As its title suggests, Untitled (Blood and Feathers #2) is the second version of the performance, which Mendieta executed first with turkey feathers – Untitled (Blood and Feathers #1), also documented in Super-8 film – and next with chicken down and feathers. Both performances took place in the same venue with an audience of Intermedia students. Mendieta performed Untitled (Blood and Feathers) several times during a trip to Europe in spring 1976, in venues that include the International Cultreel Centrum, Antwerp and the Studenski Kulturni Centar in Belgrade (Viso 2004, p.244, note 67).

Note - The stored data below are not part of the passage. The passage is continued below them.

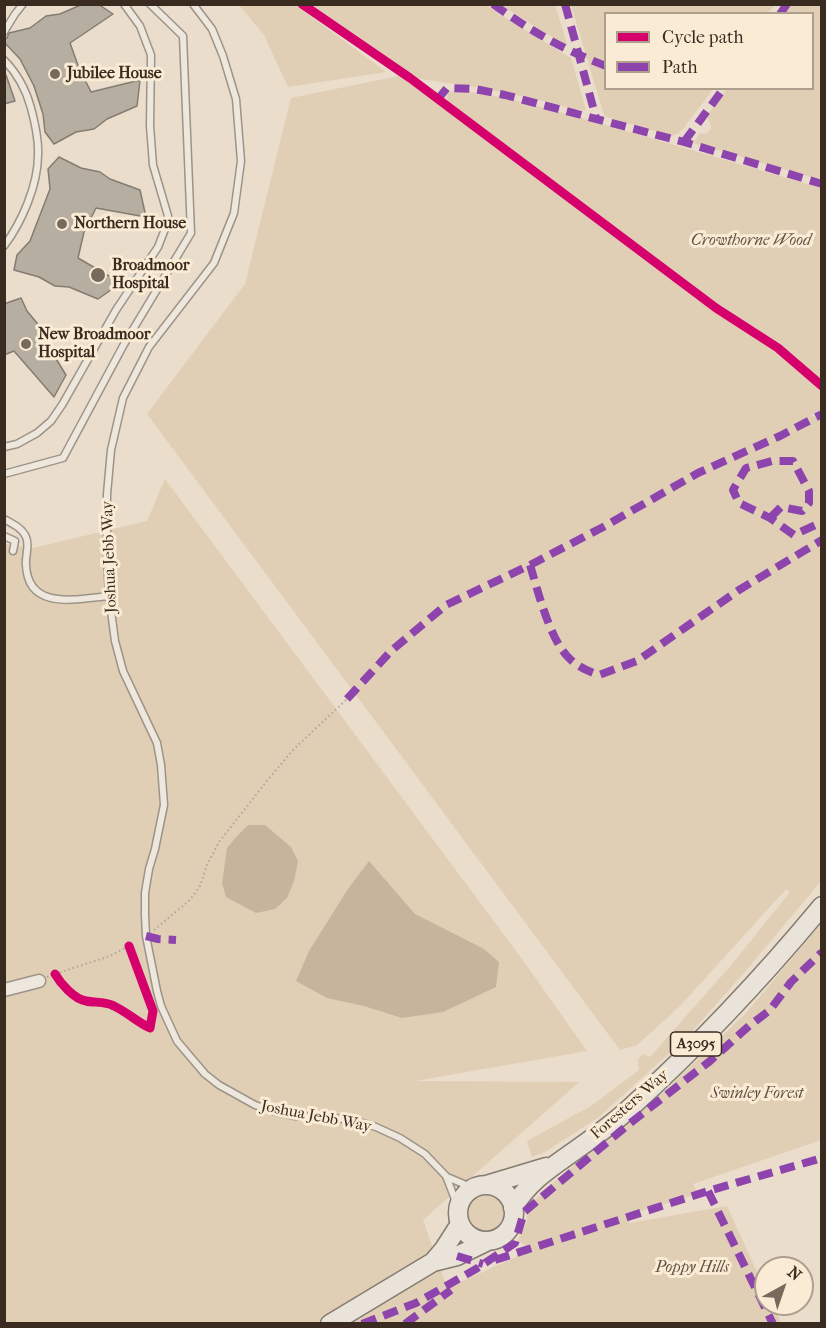 <!DOCTYPE html>
<html>
<head>
<meta charset="utf-8">
<style>
  body { margin:0 }
  #map { position:relative; width:826px; height:1328px; overflow:hidden; background:#eaddcb; font-family:"IM FELL French Canon",serif }
  canvas { display:block }
  .frame { position:absolute; inset:0; border:6px solid #392b20; pointer-events:none }
  .legend { position:absolute; left:604px; top:12px; width:210px; height:78px; box-sizing:border-box; background:#faebd5; border:2px solid #ad9e8d; margin:0; padding:8px 10px; list-style:none; font-size:18px; color:#392b20 }
  .legend li { display:flex; align-items:center; gap:12px; height:30px }
  .legend b { width:30px; border:2px solid #ad9e8d }
  .north { position:absolute; left:754px; top:1256px; width:60px; height:60px; box-sizing:border-box; background:#faebd5; border:2px solid #ad9e8d; border-radius:50%; rotate:40deg; font-size:16px; font-weight:700; line-height:24px; text-align:center; color:#392b20 }
  .north::after { content:''; display:block; margin:auto; width:21px; height:27px; background:#77695c; clip-path:polygon(50% 0,100% 100%,50% 72%,0 100%) }
</style>
</head>
<body>
<div id="map">
<canvas width="826" height="1328"></canvas>
<div class="frame"></div>
<ul class="legend">
<li><b style="height:8px;background:#d6006c"></b>Cycle path</li>
<li><b style="height:8px;background:#8e44ad"></b>Path</li>
</ul>
<div class="north">N</div>
</div>
<script>
const c = document.querySelector('canvas').getContext('2d');
c.lineJoin = 'round';
function paint(path, color) {
  c.fillStyle = color;
  c.fill(path, 'evenodd');
}
function strokePath(path, color, width, dash) {
  c.strokeStyle = color;
  c.lineWidth = width;
  c.lineCap = dash ? 'butt' : 'round';
  c.setLineDash(dash || []);
  c.stroke(path);
}
function label(font, color, halo, rows, align = 'center') {
  c.font = font + ' "IM FELL French Canon",serif';
  c.lineWidth = 6;
  c.setLineDash([]);
  c.textBaseline = 'middle';
  c.strokeStyle = halo;
  c.fillStyle = color;
  for (const [text, x, y, turn = 0] of rows) {
    c.save();
    c.translate(x, y);
    c.rotate((+turn || 0) * Math.PI / 180);
    c.textAlign = isNaN(turn) ? turn : align;
    if (halo) c.strokeText(text, 0, 0);
    c.fillText(text, 0, 0);
    c.restore();
  }
}
paint(new Path2D(`
  M 239,5 L 296,5 L 386,72 L 288,87 L 264,35 Z
  M 308,5 L 486,5 L 501,15 L 571,58 L 586,110 L 574,109 L 539,100 L 482,88 L 415,78 Z
  M 501,5 L 555,5 L 568,47 Z
  M 571,5 L 571,4 L 775,5 L 768,13 L 606,14 L 606,88 L 713,89 L 683,129 L 679,133 L 672,136 L 607,117 L 604,115 Z
  M 789,5 L 821,5 L 821,180 L 693,143 L 700,133 L 706,134 L 711,129 L 711,125 L 707,116 L 727,89 L 812,88 L 812,14 L 782,13 Z
  M 399,76 L 496,146 L 711,309 L 778,351 L 820,391 L 821,395 L 821,409 L 811,415 L 819,418 L 822,421 L 821,881 L 743,974 L 688,1036 L 599,1117 L 545,1152 L 532,1157 L 527,1141 L 591,1106 L 639,1070 L 638,1060 L 643,1054 L 650,1057 L 733,963 L 790,892 L 786,889 L 680,1006 L 637,1045 L 620,1050 L 147,414 L 245,284 L 291,98 Z
  M 457,90 L 507,98 L 582,118 L 821,188 L 821,384 L 798,358 L 779,344 L 720,308 L 450,103 L 447,99 L 448,93 Z
  M 165,479 L 522,959 L 587,1051 L 415,1081 L 579,1082 L 423,1220 L 447,1288 L 532,1250 L 518,1240 L 527,1222 L 527,1209 L 548,1187 L 664,1092 L 745,1014 L 821,924 L 821,1140 L 693,1184 L 698,1194 L 627,1215 L 630,1223 L 727,1206 L 766,1292 L 766,1304 L 772,1304 L 781,1323 L 5,1323 L 4,544 L 33,548 L 147,521 Z
  M466 1213a20 20 0 1 1 40 0a20 20 0 1 1-40 0Z`), '#e0ceb5');
paint(new Path2D(`
  M 248,825 L 265,825 L 291,847 L 298,861 L 294,881 L 287,898 L 275,909 L 256,913 L 226,897 L 222,883 L 227,848 L 237,836 Z
  M 369,861 L 415,914 L 484,949 L 499,962 L 496,987 L 443,1012 L 402,1018 L 364,1006 L 327,998 L 296,981 L 309,951 L 348,889 Z`), '#c6b49c');
const building = new Path2D(`
  M 83,4 L 98,4 L 113,14 L 70,43 L 79,68 L 91,92 L 140,80 L 137,106 L 107,119 L 94,129 L 76,132 L 54,144 L 45,132 L 43,114 L 34,86 L 20,59 L 4,42 L 4,39 L 7,38 L 9,33 L 30,28 L 46,16 L 60,14 Z
  M 4,75 L 6,75 L 15,101 L 4,104 Z
  M 59,157 L 81,168 L 100,172 L 110,179 L 140,190 L 146,217 L 96,208 L 84,232 L 78,258 L 121,283 L 98,299 L 69,287 L 55,286 L 39,277 L 14,270 L 17,255 L 30,241 L 50,189 L 48,169 Z
  M 21,298 L 27,311 L 37,323 L 42,336 L 66,375 L 54,397 L 14,351 L 4,355 L 4,304 Z`);
paint(building, '#b7aea2');
strokePath(building, '#847c71', 1.5);
const service = new Path2D(`
  M 193,4 L 212,29 L 223,56 L 236,99 L 241,161 L 234,213 L 214,263 L 149,347 L 123,398 L 111,450 L 107,494 L 107,555 L 109,596 L 115,641 L 123,671 L 157,743 L 161,765 L 164,805 L 155,849 L 149,869 L 145,893 L 145,915 L 146,936 L 157,991 L 161,1006 L 177,1041 L 205,1074 L 219,1085 L 255,1105 L 273,1111 L 295,1116 L 344,1119 L 359,1122 L 376,1127 L 400,1138 L 425,1154 L 446,1176 L 458,1207
  M 4,32 L 15,14 L 23,4
  M 4,60 C 18,74 26,90 31,108 C 35,123 39,139 38,155 C 38,185 22,222 4,246
  M 4,447 L 17,444 L 37,433 L 51,421 L 62,405 L 116,310 L 158,247 L 165,229 L 168,216 L 153,165 L 150,126 L 151,55 L 140,26 L 124,4
  M 4,474 L 63,458 L 123,346 L 191,233 L 183,36 L 150,4
  M 4,519 C 13,524 22,528 26,537 C 30,545 25,556 26,565 C 28,611 76,599 109,596
  M 4,536 L 15,541 L 13,551
  M 447,1177 L 473,1188`);
const minor = new Path2D(`
  M 4,990 L 39,981`);
const primary = new Path2D(`
  M458 1213a28 28 0 1 1 56 0a28 28 0 1 1-56 0Z
  M 486,1185 L 546,1167
  M 513,1208 C 529,1180 555,1165 580,1147 C 597,1135 615,1122 630,1108 C 697,1047 764,976 822,906
  M 433,1262 L 444,1249 L 460,1224
  M 330,1324 L 433,1262 L 457,1256 L 488,1241`);
strokePath(service, '#9d9488', 9);
strokePath(minor, '#9d9488', 15);
strokePath(primary, '#847c71', 21);
strokePath(new Path2D(`
  M 154,930 L 190,900 L 200,886 L 207,865 L 219,842 L 270,777 L 293,750 L 347,699
  M 47,977 L 55,974 L 110,956 L 129,946 L 153,1011 L 150,1028 C 137,1022 127,1012 114,1006 C 105,1001 95,1003 86,1001 C 74,999 61,984 55,974`), '#aea79f', 2, [1.5, 3]);
strokePath(service, '#ede7de', 6);
strokePath(minor, '#ede7de', 12);
strokePath(primary, '#eae3d9', 18);
strokePath(new Path2D(`
  M 493,4 C 529,30 564,50 606,66
  M 565,4 L 596,118
  M 780,14 L 787,4
  M 437,100 L 447,88 L 475,89 L 505,95 L 684,142 L 822,184
  M 684,142 L 724,88
  M 770,518 L 781,507 L 802,511 L 809,503 L 809,491 L 793,461 L 772,461 L 746,468 L 733,490 L 739,503 L 770,518 L 794,535 L 822,522
  M 530,565 C 538,591 550,641 570,659 C 578,667 588,671 599,675 L 637,661 L 739,590 L 822,540
  M 347,699 L 391,651 L 446,605 L 530,565 L 605,526 L 698,473 L 780,436 L 822,414
  M 146,936 L 158,939 L 176,940
  M 708,1191 L 773,1324
  M 457,1256 L 483,1264
  M 495,1260 L 708,1191 L 822,1158
  M 362,1324 L 416,1303 L 476,1269 L 515,1243 L 524,1212 L 629,1124 L 710,1061 L 749,1026 L 770,1010 L 791,982 L 822,952
  M 405,1324 L 451,1290`), '#8e44ad', 8, [15, 8]);
strokePath(new Path2D(`
  M 302,4 L 410,78 L 716,308 L 778,348 L 822,386
  M 55,974 C 61,984 74,999 86,1001 C 95,1003 105,1001 114,1006 C 127,1012 137,1022 150,1028 L 153,1011 L 129,946`), '#d6006c', 9);
for (const [x, y, r, color] of [
  [55,74,6,"#77695c"],
  [62,224,6,"#77695c"],
  [98,275,8,"#77695c"],
  [26,344,6,"#77695c"]
]) {
  const dot = new Path2D();
  dot.arc(x, y, r, 0, 2 * Math.PI);
  c.fillStyle = color;
  c.fill(dot);
  strokePath(dot, '#faebd5', 2);
}
for (const [x, y, w] of [
  [696,1044,51]
]) {
  const box = new Path2D();
  box.roundRect(x - w / 2, y - 12, w, 24, 4.5);
  c.fillStyle = '#faebd5';
  c.fill(box);
  strokePath(box, '#392b20', 1.5);
}
label('bold 15px', '#392b20', null, [
  ["A3095",696,1044]
]);
label('bold 16px', '#392b20', '#faebd5', [
  ["Jubilee House",67,74],
  ["Northern House",74,224],
  ["Broadmoor",112,266],
  ["Hospital",112,284],
  ["New Broadmoor",38,335],
  ["Hospital",38,353]
], 'left');
label('italic 16px', '#605041', '#faebd5', [
  ["Crowthorne Wood",751,241],
  ["Swinley Forest",757,1094],
  ["Poppy Hills",692,1268]
]);
label('16px', '#392b20', '#faebd5', [
  ["Joshua Jebb Way",110,557,-92],
  ["Foresters Way",630,1105,-41],
  ["Joshua Jebb Way",316,1117,11]
]);
</script>
</body>
</html>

Untitled (Blood and Feathers #2) is exhibited projected in a darkened room on a continuous loop. It begins with the artist’s name, the film title and the date it was made: September 1974. It was released in an edition of six, of which Tate’s copy is the fifth.


Further reading:
Ana Mendieta, exhibition catalogue, Centro Galego de Arte Contemporánea, Santiago de Compostela, Kunsthalle Düsseldorf and Fundació Antoni Tàpies, Barcelona 1996.
Olga M Viso, Ana Mendieta: Earth Body, Sculpture and Performance 1972–1985, exhibition catalogue, Hirshhorn Museum and Sculpture Garden, Smithsonian Institution, Washington DC 2004, pp.49–50, 213, 215–16 and 244, note 67, reproduced p.214.
Olga Viso, Unseen Mendieta: The Unpublished Works of Ana Mendieta, Munich, Berlin, London and New York 2008.